If there’s one takeaway from talking to Jamie Foxx about making Django Unchained — the Oscar-winning revisionist Western that opened 10 years ago, on Dec. 25, 2012 — it’s that the actor really, really, really loved working with writer-director Quentin Tarantino.
“Working with Quentin Tarantino is the best,” Foxx told Yahoo Entertainment in a 2018 Role Recall interview. “Because he’s like a jazz musician. He just plays. And he has incredible disciplines. He says, I only shoot with one camera. I’m a director, not a video selector — so everything he shoots is one camera, it’s lean.
“He loves cinema. He loves everything about it. And if you’re lucky enough to become part of that family, it’s a wonderful time. Because with the way movies are going now, with the reboots and the superheroes and what we do now, it’s rare when you get to work with someone that original.”
Foxx, who won an Oscar for 2004’s Ray, played Django Freeman, a formerly enslaved man who sets out to rescue his wife (Kerry Washington) from a merciless Mississippi plantation owner (Leonardo DiCaprio).
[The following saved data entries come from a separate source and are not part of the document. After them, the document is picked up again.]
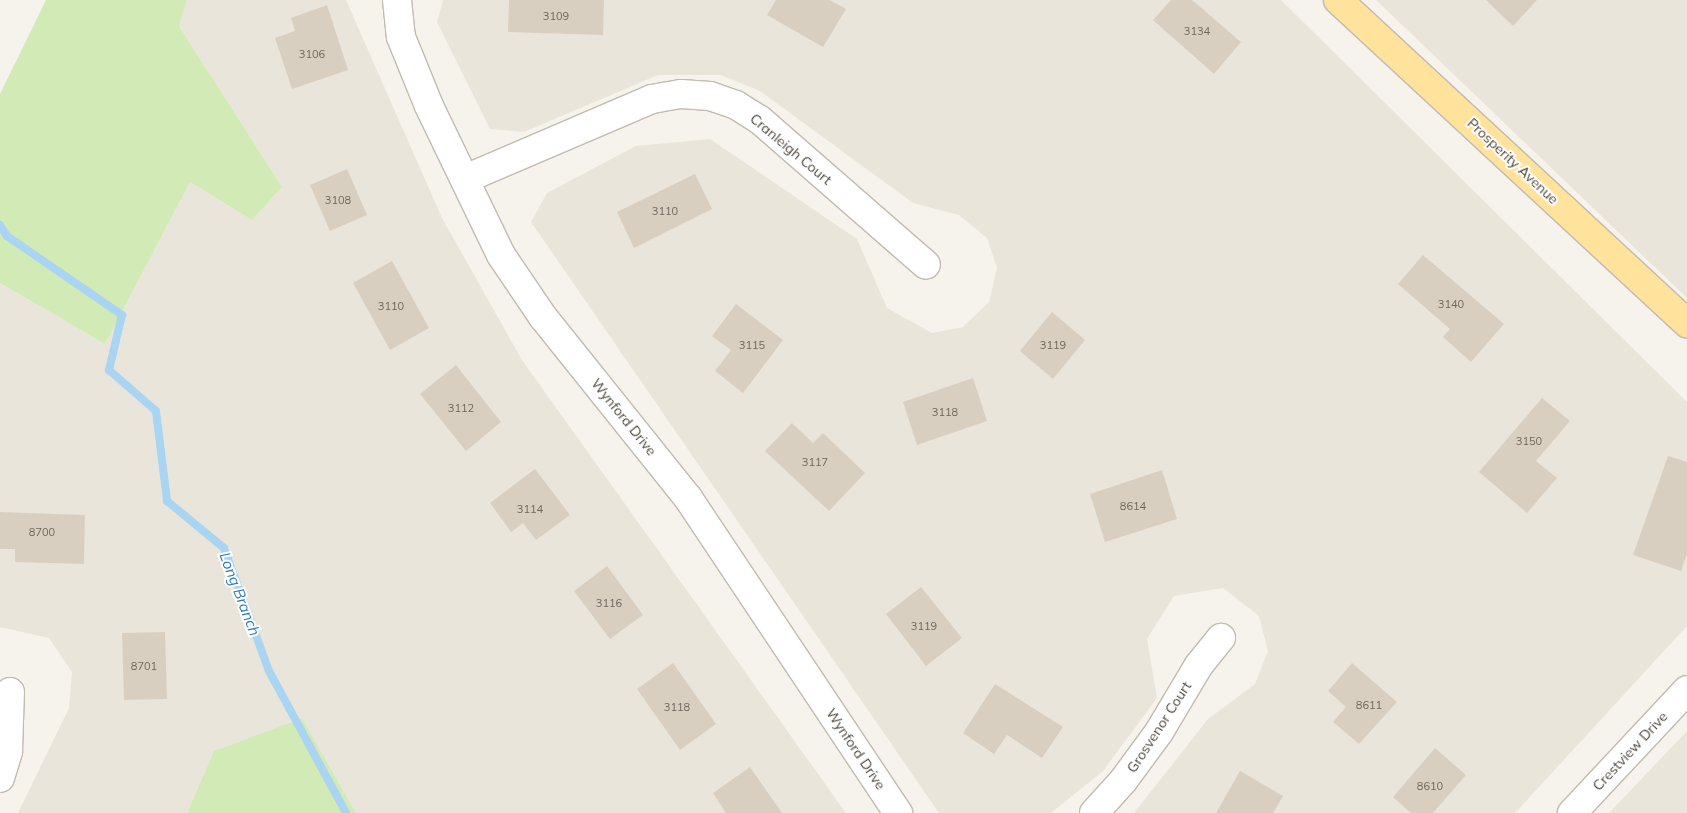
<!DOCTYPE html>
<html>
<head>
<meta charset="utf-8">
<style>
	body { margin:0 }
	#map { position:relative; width:1687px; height:813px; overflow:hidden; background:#f6f3ec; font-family:Mulish,sans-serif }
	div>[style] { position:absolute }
	.residential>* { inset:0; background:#eae5da }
	.green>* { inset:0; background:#d2eab5 }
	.stream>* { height:8px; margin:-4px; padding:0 4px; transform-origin:4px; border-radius:4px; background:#a9d4f2 }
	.building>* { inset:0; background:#d8cfc1 }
	.roads { filter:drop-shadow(1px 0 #c2bbae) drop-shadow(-1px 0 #c2bbae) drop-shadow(0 1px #c2bbae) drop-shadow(0 -1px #c2bbae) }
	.minor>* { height:28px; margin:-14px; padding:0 14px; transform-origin:14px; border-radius:14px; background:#fff }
	.major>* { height:28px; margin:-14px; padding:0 14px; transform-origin:14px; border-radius:14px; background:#ffe39c }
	span { translate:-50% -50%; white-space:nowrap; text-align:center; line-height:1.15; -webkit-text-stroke:4px #fff; paint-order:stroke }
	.number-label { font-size:11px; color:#6e675b }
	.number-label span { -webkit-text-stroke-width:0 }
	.street-label { font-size:14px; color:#4b4439 }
	.water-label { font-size:15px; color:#2e7ab2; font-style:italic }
</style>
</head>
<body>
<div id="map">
	<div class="residential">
		<div style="clip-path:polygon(187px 0,346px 0,442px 218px,522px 360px,846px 813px,356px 813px,302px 718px,214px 751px,187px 813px,18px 813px,69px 708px,72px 672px,49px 638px,0 627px,0 283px,105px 344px,190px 182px,252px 220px,282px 187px,179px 26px)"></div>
		<div style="clip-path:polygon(443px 0,1281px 0,1687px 402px,1687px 626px,1515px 813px,1134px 813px,1208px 719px,1255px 684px,1268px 651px,1259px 616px,1223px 588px,1174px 596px,1147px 639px,1157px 698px,1103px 771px,1051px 813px,939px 813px,531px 222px,547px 193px,636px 146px,710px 139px,857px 239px,887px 308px,932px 333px,963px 327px,989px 302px,997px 268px,987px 238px,959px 215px,913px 203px,760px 91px,721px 75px,658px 75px,524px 132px,490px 129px,437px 22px)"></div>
		<div style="clip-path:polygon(1376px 0,1687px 0,1687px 298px)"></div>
		<div style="clip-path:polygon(1687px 731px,1687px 813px,1609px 813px)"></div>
	</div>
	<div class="green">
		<div style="clip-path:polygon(46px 0,187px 0,179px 26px,282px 187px,252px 220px,190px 182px,105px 344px,0 283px,0 94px)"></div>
		<div style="clip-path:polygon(302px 718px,356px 813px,187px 813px,214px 751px)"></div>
	</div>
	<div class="stream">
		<div style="left:0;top:225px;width:13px;rotate:58deg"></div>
		<div style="left:7px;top:236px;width:140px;rotate:34.5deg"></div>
		<div style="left:122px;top:315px;width:57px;rotate:103.3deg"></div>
		<div style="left:109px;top:370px;width:62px;rotate:41.1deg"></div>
		<div style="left:156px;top:411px;width:91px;rotate:83deg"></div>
		<div style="left:167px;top:501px;width:74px;rotate:39.5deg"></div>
		<div style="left:224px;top:548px;width:131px;rotate:69.9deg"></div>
		<div style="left:269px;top:671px;width:162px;rotate:61.5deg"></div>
	</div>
	<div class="building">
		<div style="clip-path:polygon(509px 0,604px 0,603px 35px,508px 32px)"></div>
		<div style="clip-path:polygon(776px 0,830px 0,846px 9px,823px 47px,767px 15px)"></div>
		<div style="clip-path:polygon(1171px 0,1192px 0,1241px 42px,1214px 74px,1153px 20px)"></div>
		<div style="clip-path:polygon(1486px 0,1537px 0,1513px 26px)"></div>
		<div style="clip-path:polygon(327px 5px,348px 70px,292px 89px,275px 38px,295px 31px,291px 18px)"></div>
		<div style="clip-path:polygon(347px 169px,367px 215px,330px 231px,310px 185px)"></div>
		<div style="clip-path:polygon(695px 174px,712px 209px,634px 248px,617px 212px)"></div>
		<div style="clip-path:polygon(1423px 255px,1504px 324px,1471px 362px,1443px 337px,1450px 329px,1398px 284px)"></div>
		<div style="clip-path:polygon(392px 261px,429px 328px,390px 350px,353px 283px)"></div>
		<div style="clip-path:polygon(736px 304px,783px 340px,743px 393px,715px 371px,731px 350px,712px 336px)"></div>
		<div style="clip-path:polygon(1052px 312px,1085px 340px,1053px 379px,1020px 351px)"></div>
		<div style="clip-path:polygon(456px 365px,501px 422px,466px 451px,420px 394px)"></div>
		<div style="clip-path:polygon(973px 378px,987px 421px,917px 445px,903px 402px)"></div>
		<div style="clip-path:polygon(1542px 398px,1570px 421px,1536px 461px,1557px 478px,1527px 513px,1479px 472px)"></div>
		<div style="clip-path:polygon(792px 423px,813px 443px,823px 433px,865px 473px,829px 511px,765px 451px)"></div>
		<div style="clip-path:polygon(1668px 456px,1687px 462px,1687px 554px,1681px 571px,1633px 555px)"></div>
		<div style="clip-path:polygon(535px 469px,570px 515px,536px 540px,523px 523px,511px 532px,490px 503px)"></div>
		<div style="clip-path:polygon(1162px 470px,1177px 519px,1105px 542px,1090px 494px)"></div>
		<div style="clip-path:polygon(0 512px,85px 515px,84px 564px,15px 562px,15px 549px,0 549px)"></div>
		<div style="clip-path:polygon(607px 566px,643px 615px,610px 639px,574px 591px)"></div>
		<div style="clip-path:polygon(921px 587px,962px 638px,926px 666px,886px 614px)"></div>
		<div style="clip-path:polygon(165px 632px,167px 699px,124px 700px,122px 633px)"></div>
		<div style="clip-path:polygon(673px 663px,716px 724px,680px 750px,637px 689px)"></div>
		<div style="clip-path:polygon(1352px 663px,1397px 702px,1359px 744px,1333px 722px,1346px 707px,1328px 691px)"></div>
		<div style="clip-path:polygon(995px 684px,1063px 727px,1042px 758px,1007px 735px,994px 754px,963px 733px)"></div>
		<div style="clip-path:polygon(1435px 748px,1466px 775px,1433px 813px,1411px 813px,1393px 797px)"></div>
		<div style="clip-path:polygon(750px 767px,782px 813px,726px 813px,713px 793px)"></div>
		<div style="clip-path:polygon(1240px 771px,1283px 796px,1273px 813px,1216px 813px)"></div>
	</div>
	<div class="roads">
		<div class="minor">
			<div style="left:397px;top:0;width:37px;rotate:84deg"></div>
			<div style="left:401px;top:37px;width:74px;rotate:67.9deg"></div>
			<div style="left:429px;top:106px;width:165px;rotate:64.2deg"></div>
			<div style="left:501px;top:255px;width:75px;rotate:55.9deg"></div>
			<div style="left:543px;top:317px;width:232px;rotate:51.3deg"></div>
			<div style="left:688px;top:498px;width:379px;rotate:56.3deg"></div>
			<div style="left:465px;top:179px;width:203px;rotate:-23.2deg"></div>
			<div style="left:652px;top:99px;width:29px;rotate:-10deg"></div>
			<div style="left:681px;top:94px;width:29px;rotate:4deg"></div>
			<div style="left:710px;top:96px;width:28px;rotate:19deg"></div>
			<div style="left:736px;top:105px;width:28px;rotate:32deg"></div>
			<div style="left:760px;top:120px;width:220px;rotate:41.1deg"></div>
			<div style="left:0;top:778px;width:28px;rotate:-73deg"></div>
			<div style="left:8px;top:751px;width:59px;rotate:-88.1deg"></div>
			<div style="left:1094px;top:813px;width:43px;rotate:-47.8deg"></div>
			<div style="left:1123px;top:781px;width:61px;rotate:-53.7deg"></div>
			<div style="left:1159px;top:732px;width:78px;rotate:-59.2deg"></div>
			<div style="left:1199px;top:665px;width:35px;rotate:-51deg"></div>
			<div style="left:1572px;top:813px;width:168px;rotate:-46.9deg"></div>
		</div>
		<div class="major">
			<div style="left:1338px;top:0;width:476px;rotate:42.8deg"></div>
		</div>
	</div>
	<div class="number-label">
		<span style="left:556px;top:16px">3109</span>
		<span style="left:1197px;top:31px">3134</span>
		<span style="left:312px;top:54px">3106</span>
		<span style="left:338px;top:200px">3108</span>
		<span style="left:665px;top:211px">3110</span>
		<span style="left:1451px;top:304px">3140</span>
		<span style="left:391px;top:306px">3110</span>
		<span style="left:752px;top:345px">3115</span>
		<span style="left:1053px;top:345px">3119</span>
		<span style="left:461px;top:408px">3112</span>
		<span style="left:945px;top:412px">3118</span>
		<span style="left:1529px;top:441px">3150</span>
		<span style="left:815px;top:462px">3117</span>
		<span style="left:1133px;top:506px">8614</span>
		<span style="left:530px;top:509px">3114</span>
		<span style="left:42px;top:532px">8700</span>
		<span style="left:609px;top:603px">3116</span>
		<span style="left:924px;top:626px">3119</span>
		<span style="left:144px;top:666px">8701</span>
		<span style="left:1369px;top:705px">8611</span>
		<span style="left:677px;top:707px">3118</span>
		<span style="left:1430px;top:786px">8610</span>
	</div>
	<div class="street-label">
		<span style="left:791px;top:149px;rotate:40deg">Cranleigh Court</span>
		<span style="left:1513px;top:161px;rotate:43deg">Prosperity Avenue</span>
		<span style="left:624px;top:417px;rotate:51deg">Wynford Drive</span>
		<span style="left:1159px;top:727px;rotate:-57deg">Grosvenor Court</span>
		<span style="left:856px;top:749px;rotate:56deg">Wynford Drive</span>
		<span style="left:1630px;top:751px;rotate:-47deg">Crestview Drive</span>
	</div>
	<div class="water-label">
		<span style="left:240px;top:594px;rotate:69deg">Long Branch</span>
	</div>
</div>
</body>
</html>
The actor had heard about the project while it was in development, and lobbied for the part — but thought it might go to another bold-faced Hollywood name.
“What’s interesting is, [Tarantino] goes on vibes,” Foxx says. “I would see [him] at clubs, dinners, things like that, and just be like, “You the baddest motherf***ker on the planet. If I ever get the chance, I’m really ready.
“Of course, there were other people who I thought would have been incredible [in the role]. Will Smith would have been fantastic. I know at one point, Idris Elba — I said, ‘Idris, are you Django?” And he said [impersonating Elba], ‘Quentin Tarantino is talking about this movie called Django Unchained,’ and I was like, ‘Boy, your pretty black ass playing Django — it’ll be crazy!’ But luckily, I got a chance to meet with Quentin, and we hit it off.”
Foxx defends the Pulp Fiction filmmaker when it comes criticism over the use of racial slurs, particularly the N-word. The word is uttered 110 times in Django, according to the Dallas Observer. (Other Tarantino movies not set at the time of slavery also had an excessive amount of the epithet: Jackie Brown and The Hateful Eight both used the word over 35 times.)
“When Django came around, I understood the text,” Foxx says. “The N-word was said 100 times, but I understood the text — that’s the way it was back in that time.”